- _Extracted material_:
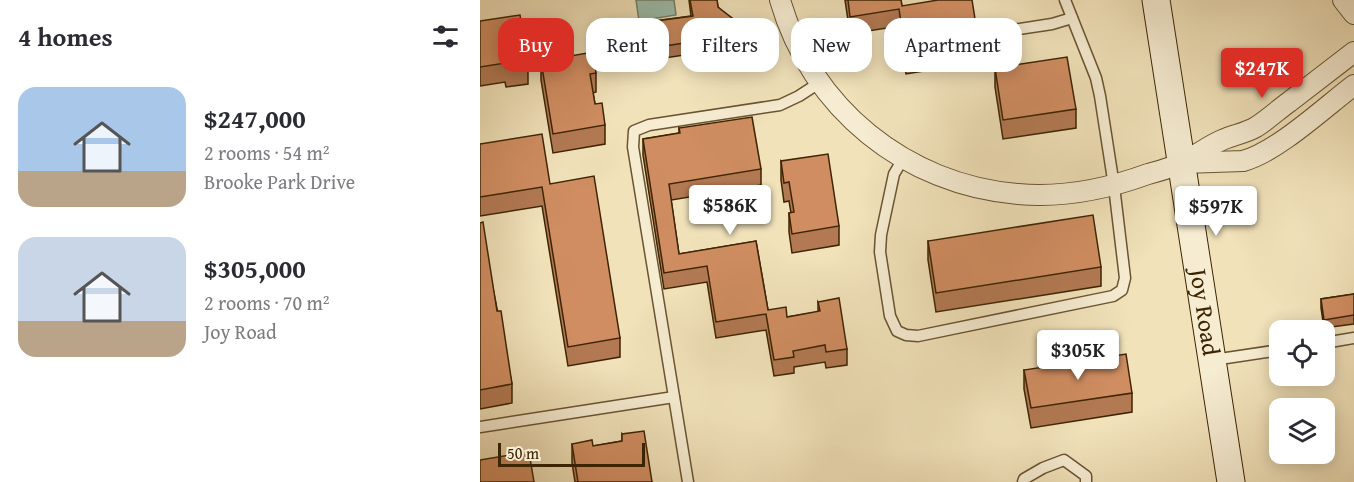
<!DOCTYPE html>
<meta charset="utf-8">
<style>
body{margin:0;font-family:"Gentium Book Plus",serif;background:#f7f7f7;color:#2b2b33;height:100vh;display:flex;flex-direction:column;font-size:22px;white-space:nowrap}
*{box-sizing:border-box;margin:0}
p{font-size:20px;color:#7c7c81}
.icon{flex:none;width:33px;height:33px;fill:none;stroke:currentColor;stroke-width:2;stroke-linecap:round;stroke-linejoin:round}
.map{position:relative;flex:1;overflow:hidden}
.sheet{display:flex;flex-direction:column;background:#fff;width:480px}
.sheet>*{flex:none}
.guide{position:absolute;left:18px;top:18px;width:570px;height:54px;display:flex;gap:12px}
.buttons{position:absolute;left:789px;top:320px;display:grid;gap:12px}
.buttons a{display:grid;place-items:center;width:66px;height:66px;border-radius:12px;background:#fff;box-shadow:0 3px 15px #0003;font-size:30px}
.scale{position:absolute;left:18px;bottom:15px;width:147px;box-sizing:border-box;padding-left:6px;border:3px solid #3d2503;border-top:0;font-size:16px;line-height:21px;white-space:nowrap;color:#3d2503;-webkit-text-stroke:4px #f6ecd2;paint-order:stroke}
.price{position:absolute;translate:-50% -51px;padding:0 14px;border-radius:6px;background:#fff;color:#222;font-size:20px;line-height:39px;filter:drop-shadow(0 2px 3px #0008)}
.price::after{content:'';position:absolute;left:50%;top:36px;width:18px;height:14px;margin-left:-9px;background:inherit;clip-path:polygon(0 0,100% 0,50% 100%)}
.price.selected{background:#d93025;color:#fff}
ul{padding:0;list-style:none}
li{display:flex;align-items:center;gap:18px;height:150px;padding:0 18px}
li span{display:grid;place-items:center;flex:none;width:168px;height:120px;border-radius:18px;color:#555}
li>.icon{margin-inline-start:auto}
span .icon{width:72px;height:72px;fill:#fffc;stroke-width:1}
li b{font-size:26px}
h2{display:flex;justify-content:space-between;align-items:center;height:72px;padding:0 18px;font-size:26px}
.chip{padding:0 21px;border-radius:18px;background:#fff;box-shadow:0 3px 15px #0003;font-size:21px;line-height:54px}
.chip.selected{background:#d93025;color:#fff}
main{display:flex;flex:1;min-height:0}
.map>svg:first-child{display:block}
.water{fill:#9bbeac;stroke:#758168;stroke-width:1.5}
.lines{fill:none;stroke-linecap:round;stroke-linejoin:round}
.lane-casing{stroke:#6a5431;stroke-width:13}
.street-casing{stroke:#6a5431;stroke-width:22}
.secondary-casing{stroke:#3d2503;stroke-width:29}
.lane{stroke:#f6ecd2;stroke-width:10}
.street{stroke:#f6ecd2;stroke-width:20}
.secondary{stroke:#f6ecd2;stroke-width:27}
.wall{fill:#b27953;stroke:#3d2503;stroke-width:1.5}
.shaded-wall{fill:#916344;stroke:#3d2503;stroke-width:1.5}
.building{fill:#cf8d61;stroke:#3d2503;stroke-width:1.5}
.labels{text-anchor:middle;stroke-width:4.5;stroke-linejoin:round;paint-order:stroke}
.street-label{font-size:24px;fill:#3d2503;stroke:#f6ecd2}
</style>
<main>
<section class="sheet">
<h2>4 homes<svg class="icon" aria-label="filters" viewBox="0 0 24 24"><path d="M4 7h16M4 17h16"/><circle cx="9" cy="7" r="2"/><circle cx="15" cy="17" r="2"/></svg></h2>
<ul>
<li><span style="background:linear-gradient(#a9c7e8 70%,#b9a48a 0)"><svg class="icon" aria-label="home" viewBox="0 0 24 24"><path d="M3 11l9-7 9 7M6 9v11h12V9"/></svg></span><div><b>$247,000</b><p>2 rooms · 54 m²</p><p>Brooke Park Drive</p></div></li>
<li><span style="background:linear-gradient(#c9d6e8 70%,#b9a48a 0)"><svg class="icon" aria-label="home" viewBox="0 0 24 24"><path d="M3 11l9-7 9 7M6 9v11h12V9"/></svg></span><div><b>$305,000</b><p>2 rooms · 70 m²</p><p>Joy Road</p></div></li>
</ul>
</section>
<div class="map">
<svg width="874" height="482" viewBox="0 0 874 482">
<rect width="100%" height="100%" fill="#f1e2ba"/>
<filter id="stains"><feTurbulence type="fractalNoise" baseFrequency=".00333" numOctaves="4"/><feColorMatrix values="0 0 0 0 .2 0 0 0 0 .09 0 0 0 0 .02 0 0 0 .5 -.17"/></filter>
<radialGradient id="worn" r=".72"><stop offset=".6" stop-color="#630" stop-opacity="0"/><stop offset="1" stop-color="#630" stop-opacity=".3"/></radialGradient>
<!-- water -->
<path class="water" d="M156 0H194L196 15 159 21Z"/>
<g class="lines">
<defs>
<g id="lane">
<path d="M506 34 572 24 592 18"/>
<path d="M423 159 414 174 401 235 400 252 410 316 417 331 426 335 438 336 633 296 642 290 645 278 634 186 620 96 616 78 585 0"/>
<path d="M844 343 874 338"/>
<path d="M733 360 800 350"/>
<path d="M0 427 194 397"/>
<path d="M208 482 153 147 154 131 169 125 300 105 319 96 339 83"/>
<path d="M543 482 544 479 563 468 584 460 606 476V482"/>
</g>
<g id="street">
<path d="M300 0C331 108 426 185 538 194 582 198 627 189 668 174 679 171 692 168 702 162 716 156 728 146 742 140 753 135 766 133 776 127 787 120 798 110 809 102 830 86 852 69 874 52"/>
<path d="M863 0 874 14"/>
<path d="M704 163 763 161C797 152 845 107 874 85"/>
</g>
<g id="secondary">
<path id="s1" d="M676 0 751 482"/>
</g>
</defs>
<!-- lane casing -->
<use href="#lane" class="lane-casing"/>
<!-- street casing -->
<use href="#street" class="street-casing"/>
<!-- secondary casing -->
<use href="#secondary" class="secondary-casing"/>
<!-- lane -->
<use href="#lane" class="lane"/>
<!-- street -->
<use href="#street" class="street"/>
<!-- secondary -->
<use href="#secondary" class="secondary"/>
</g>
<!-- wall -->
<g class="wall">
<path d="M209 0H237L238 7 261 37 237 69 217 53 172 60 168 34V22L211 16Z"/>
<path d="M365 0H421L422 6 499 44V62L426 74 419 26 370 34Z"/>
<path d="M0 21 48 65V84L26 87 25 82 0 86Z"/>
<path d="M61 61 116 73V92L113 93 115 104 125 125V144L73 153 61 80Z"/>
<path d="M515 68 596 109V128L523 139 515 87Z"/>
<path d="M199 128 281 169V185L191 200 199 254 276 241 288 310 307 317 338 312V302L367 349V365L346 368 345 362 314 367V373L294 376 286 330 236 338 227 282 184 289 163 155V139L199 133Z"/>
<path d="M0 144 70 184 140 338V357L88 366 62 206 0 216Z"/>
<path d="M301 161 359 226V245L312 253 309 232V213H311L309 201 304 202 301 180Z"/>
<path d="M0 223 32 384V403L0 409Z"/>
<path d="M448 241 621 267V286L456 312 448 260Z"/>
<path d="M874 294V324L844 328 841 308V299Z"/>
<path d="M544 370 652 393V412L551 428 544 389Z"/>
<path d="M142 434 172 482H95L92 463V444L113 446 142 441Z"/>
</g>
<!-- shaded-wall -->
<path class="shaded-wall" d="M261 25V37L237 69V57Z"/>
<!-- building -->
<g class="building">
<path d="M210 0H237L238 7 261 25 237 57 217 41 172 48 168 22 213 16Z"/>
<path d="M368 0H421L422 6 458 0H492L499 44 426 57 419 9 370 17Z"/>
<path d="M40 15 48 65 26 68 25 63 0 67V21Z"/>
<path d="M113 52 116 73 110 74 115 104 122 103 125 125 73 134 61 61Z"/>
<path d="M587 57 596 109 523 120 515 68Z"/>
<path d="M272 117 281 169 189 184 199 254 276 241 288 310 306 307 307 317 340 311 338 302 359 298 367 349 346 352 345 345 313 351 314 357 294 360 286 314 236 322 227 266 184 273 163 139 200 133 199 128Z"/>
<path d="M62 134 70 184 114 176 140 338 88 347 62 187 0 197V144Z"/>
<path d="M348 154 359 226 312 234 309 213 314 212 309 182 304 183 301 161Z"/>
<path d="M613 215 621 267 456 293 448 241Z"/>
<path d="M3 222 17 311H21L32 384 0 390V223Z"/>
<path d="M874 294V315L844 320 841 299Z"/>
<path d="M646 354 652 393 551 408 544 370Z"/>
<path d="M164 431 172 482H98L92 444 112 440 113 446 142 441V434Z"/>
<path d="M49 452 54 482H0V460Z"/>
</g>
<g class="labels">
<!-- street labels -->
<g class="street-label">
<text dy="8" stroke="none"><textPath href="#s1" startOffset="316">Joy Road</textPath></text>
</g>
</g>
<rect width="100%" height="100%" filter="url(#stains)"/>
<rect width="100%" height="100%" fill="url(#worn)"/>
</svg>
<div class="buttons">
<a><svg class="icon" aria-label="locate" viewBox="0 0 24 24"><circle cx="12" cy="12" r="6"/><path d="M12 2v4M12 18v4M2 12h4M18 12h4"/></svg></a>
<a><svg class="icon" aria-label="layers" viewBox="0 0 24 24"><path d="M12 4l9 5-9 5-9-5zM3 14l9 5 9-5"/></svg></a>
</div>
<div class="scale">50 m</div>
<b class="price selected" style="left:782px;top:99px">$247K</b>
<b class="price" style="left:250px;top:236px">$586K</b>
<b class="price" style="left:736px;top:237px">$597K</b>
<b class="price" style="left:598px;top:381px">$305K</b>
<div class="guide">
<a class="chip selected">Buy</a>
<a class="chip">Rent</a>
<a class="chip">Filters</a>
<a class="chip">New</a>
<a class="chip">Apartment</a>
</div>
</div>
</main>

- _Problem description_:
Extract every line above that contains the word "labels".

- _Exercise response_:
.labels{text-anchor:middle;stroke-width:4.5;stroke-linejoin:round;paint-order:stroke}
<g class="labels">
<!-- street labels -->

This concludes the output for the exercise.